# Work task
Set down the full data below exactly as given, please.

[Start of section]

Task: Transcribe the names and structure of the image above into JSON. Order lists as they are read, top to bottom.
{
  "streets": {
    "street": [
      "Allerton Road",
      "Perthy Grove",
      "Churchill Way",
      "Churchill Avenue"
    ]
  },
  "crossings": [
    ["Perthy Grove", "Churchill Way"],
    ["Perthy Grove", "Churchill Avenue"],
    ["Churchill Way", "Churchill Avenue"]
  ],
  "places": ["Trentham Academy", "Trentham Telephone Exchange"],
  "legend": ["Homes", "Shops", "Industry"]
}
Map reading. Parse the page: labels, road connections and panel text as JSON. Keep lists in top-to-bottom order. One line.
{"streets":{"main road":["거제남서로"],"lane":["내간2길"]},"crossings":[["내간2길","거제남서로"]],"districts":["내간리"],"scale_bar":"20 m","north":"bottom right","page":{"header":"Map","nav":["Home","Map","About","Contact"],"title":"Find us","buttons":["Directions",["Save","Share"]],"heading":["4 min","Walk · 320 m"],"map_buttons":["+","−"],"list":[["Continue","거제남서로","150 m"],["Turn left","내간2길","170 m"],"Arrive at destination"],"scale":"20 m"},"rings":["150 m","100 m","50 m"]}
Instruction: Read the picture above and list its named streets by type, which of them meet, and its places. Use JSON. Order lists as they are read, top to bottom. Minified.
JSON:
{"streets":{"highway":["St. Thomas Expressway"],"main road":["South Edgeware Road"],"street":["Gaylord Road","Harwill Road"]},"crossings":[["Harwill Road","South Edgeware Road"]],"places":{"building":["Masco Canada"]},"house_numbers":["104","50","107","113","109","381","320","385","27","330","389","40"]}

[End of section]

# Problem solution
Task: Transcribe the names and structure of the image above into JSON. Order lists as they are read, top to bottom.
{
  "streets": {
    "street": [
      "Allerton Road",
      "Perthy Grove",
      "Churchill Way",
      "Churchill Avenue"
    ]
  },
  "crossings": [
    ["Perthy Grove", "Churchill Way"],
    ["Perthy Grove", "Churchill Avenue"],
    ["Churchill Way", "Churchill Avenue"]
  ],
  "places": ["Trentham Academy", "Trentham Telephone Exchange"],
  "legend": ["Homes", "Shops", "Industry"]
}
Map reading. Parse the page: labels, road connections and panel text as JSON. Keep lists in top-to-bottom order. One line.
{"streets":{"main road":["거제남서로"],"lane":["내간2길"]},"crossings":[["내간2길","거제남서로"]],"districts":["내간리"],"scale_bar":"20 m","north":"bottom right","page":{"header":"Map","nav":["Home","Map","About","Contact"],"title":"Find us","buttons":["Directions",["Save","Share"]],"heading":["4 min","Walk · 320 m"],"map_buttons":["+","−"],"list":[["Continue","거제남서로","150 m"],["Turn left","내간2길","170 m"],"Arrive at destination"],"scale":"20 m"},"rings":["150 m","100 m","50 m"]}
Instruction: Read the picture above and list its named streets by type, which of them meet, and its places. Use JSON. Order lists as they are read, top to bottom. Minified.
JSON:
{"streets":{"highway":["St. Thomas Expressway"],"main road":["South Edgeware Road"],"street":["Gaylord Road","Harwill Road"]},"crossings":[["Harwill Road","South Edgeware Road"]],"places":{"building":["Masco Canada"]},"house_numbers":["104","50","107","113","109","381","320","385","27","330","389","40"]}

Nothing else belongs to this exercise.